A Justiça Militar da União (JMU) condenou, por unanimidade, o sargento da aeronáutica Manoel Silva Rodrigues a 14 anos e seis meses de prisão por tráfico internacional de drogas utilizando um avião da Força Aérea Brasileira (FAB), nesta terça-feira (15/2). O militar foi preso em Sevilha, na Espanha, em 2019, ao transportar 37 quilos de cocaína em um voo da comitiva presidencial.
Rodrigues foi julgado por integrantes do Conselho Permanente de Justiça, presidido pelo juiz federal Frederico Magno de Melo Veras, e composto por mais um coronel e três capitães da Aeronáutica. O militar pode recorrer da decisão.
O sargento também deve arcar com 1,4 mil dias-multa, fixados em 1/30 do salário mínimo. A pena já cumprida por Rodrigues na Espanha, onde está preso, será descontada da nova condenação.
Em fevereiro de 2020, o militar foi condenado pela Justiça espanhola a seis anos e um dia de prisão. Além disso, foi sentenciado a pagar multa de 2 milhões de euros. Obteve uma pena menor por ter confessado o crime.
Julgamento
Durante a sessão, que teve início às 9h, foram ouvidos os representantes do Ministério Público e da defesa. Em seguida, o conselho apresentou os votos.
O promotor Ednilson Pires, do Ministério Público Militar, afirmou que o sargento agiu com “audácia” ao embarcar com a droga na aeronave, sem passar pela pesagem, e pediu uma pena “severa”.
Já o advogado Thiago Diniz Seixas argumentou que a Lei de Drogas não se aplica à esfera militar, por isso, Rodrigues deveria ser julgado com base no Código Penal Militar, que prevê uma pena menor.
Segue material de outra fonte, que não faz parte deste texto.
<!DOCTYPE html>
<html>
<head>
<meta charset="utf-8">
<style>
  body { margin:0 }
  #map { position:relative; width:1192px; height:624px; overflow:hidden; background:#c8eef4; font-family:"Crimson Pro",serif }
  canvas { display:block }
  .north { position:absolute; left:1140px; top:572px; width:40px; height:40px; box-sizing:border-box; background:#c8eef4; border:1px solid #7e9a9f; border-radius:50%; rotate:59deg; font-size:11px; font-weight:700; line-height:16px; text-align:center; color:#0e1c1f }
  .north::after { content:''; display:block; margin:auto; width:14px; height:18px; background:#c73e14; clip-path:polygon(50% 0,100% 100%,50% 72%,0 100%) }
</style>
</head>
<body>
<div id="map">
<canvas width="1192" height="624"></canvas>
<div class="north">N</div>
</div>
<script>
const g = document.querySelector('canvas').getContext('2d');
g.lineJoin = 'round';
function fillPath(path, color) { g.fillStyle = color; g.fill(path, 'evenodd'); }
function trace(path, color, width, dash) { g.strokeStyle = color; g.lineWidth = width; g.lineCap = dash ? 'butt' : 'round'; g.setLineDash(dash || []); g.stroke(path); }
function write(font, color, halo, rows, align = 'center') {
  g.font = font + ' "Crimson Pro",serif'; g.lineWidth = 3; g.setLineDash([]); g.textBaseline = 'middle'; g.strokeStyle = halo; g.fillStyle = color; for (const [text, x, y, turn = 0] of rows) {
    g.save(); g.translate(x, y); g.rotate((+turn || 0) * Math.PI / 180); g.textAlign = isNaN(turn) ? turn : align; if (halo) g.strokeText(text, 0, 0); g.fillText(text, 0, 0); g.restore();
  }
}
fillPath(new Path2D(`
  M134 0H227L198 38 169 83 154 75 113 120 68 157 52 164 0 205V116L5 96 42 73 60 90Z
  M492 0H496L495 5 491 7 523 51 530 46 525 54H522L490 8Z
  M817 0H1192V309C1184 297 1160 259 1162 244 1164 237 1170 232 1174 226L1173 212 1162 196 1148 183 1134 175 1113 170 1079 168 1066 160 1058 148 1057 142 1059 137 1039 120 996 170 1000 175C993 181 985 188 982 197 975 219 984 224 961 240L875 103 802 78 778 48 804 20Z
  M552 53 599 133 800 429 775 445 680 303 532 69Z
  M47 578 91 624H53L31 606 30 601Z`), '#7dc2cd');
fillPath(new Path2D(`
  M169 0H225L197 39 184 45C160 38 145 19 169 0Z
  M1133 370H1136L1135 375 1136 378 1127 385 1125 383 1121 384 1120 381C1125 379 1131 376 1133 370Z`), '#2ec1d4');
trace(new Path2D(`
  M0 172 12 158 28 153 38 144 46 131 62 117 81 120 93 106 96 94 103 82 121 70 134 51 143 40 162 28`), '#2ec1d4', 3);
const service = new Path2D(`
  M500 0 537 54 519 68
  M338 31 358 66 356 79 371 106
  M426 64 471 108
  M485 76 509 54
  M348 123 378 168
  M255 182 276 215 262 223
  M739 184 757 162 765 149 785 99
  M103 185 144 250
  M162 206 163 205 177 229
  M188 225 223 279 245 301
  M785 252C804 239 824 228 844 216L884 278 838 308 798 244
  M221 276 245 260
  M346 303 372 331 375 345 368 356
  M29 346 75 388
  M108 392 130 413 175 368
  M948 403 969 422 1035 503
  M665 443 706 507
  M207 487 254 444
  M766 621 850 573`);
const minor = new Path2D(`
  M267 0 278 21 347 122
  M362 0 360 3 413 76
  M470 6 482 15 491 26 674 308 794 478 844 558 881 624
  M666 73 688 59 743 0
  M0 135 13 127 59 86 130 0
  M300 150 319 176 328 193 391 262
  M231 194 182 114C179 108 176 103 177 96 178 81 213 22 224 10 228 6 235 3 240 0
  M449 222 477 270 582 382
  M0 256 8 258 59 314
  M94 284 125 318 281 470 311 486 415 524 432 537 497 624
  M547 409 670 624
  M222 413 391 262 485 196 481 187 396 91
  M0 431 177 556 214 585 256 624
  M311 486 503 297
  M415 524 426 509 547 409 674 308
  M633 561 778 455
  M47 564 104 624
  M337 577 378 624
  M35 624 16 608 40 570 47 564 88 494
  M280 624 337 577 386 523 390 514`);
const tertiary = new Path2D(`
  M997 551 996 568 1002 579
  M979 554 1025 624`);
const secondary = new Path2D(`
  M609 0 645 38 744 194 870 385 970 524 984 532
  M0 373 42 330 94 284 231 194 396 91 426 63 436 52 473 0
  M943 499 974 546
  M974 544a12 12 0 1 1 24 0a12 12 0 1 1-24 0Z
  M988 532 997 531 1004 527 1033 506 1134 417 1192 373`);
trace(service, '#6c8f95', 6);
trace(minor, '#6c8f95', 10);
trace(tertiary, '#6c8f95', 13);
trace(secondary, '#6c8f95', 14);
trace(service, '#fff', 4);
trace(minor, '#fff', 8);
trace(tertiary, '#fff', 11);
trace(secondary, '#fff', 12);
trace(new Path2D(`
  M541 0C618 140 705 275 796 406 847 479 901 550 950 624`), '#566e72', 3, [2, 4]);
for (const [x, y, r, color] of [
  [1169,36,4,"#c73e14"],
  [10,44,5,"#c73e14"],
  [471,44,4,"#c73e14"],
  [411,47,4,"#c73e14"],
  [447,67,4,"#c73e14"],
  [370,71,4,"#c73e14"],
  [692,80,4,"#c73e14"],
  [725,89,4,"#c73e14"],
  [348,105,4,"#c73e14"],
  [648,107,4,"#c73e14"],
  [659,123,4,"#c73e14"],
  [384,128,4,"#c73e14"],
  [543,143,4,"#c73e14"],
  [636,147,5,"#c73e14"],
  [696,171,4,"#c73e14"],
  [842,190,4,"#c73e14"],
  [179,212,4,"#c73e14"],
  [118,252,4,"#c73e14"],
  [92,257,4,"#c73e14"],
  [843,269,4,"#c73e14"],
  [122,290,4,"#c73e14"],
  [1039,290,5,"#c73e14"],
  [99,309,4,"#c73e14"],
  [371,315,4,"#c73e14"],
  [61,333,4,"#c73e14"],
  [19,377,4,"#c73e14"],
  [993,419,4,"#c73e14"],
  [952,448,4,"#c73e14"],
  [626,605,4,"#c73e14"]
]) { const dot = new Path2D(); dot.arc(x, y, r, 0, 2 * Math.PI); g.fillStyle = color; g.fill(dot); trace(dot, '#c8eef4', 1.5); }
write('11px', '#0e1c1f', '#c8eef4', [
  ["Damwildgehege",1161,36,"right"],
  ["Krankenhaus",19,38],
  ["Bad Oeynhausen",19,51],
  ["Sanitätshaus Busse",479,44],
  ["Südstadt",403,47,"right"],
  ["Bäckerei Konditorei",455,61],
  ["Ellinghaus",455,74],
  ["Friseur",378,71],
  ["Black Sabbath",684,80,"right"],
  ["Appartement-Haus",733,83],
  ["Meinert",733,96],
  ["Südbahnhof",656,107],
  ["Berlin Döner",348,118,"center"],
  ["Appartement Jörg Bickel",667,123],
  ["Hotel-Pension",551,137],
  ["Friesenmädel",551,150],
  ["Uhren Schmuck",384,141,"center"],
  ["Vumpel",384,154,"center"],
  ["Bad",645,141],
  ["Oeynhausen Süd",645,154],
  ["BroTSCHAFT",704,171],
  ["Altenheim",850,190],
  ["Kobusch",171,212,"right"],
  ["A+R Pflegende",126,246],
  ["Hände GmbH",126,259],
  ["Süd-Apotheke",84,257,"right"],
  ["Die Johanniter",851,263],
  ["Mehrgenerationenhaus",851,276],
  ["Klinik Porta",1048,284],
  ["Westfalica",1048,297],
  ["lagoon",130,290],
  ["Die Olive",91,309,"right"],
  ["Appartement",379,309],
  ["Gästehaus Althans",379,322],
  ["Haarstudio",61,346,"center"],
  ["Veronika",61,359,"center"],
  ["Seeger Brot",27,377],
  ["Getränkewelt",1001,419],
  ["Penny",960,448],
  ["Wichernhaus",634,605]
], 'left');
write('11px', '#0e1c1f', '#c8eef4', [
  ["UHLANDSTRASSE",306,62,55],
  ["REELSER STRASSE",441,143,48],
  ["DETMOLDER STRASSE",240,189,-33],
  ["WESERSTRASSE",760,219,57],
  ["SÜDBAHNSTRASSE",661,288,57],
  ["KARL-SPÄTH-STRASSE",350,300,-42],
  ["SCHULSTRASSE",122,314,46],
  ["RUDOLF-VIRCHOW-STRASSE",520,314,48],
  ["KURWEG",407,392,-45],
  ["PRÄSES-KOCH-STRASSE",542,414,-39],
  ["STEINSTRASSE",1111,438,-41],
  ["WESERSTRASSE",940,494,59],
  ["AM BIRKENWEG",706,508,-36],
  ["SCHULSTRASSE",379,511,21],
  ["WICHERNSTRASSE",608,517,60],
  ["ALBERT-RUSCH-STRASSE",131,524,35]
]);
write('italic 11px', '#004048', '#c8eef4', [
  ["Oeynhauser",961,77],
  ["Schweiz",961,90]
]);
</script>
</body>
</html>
O juiz Frederico Magno de Melo Veras rejeitou a tese, afirmando que a droga foi transportada em um avião da FAB, sujeito à administração militar, por militar em serviço, atuando em razão da função. “Não tenho a menor dúvida de que esse é um crime militar”, disse.
Com relação ao crime, Veras afirmou que é evidente que essa droga foi levada ao Brasil e a versão do acusado é “inverossímil”. “Entendo que a materialidade e a autoria estão comprovadas”, concluiu.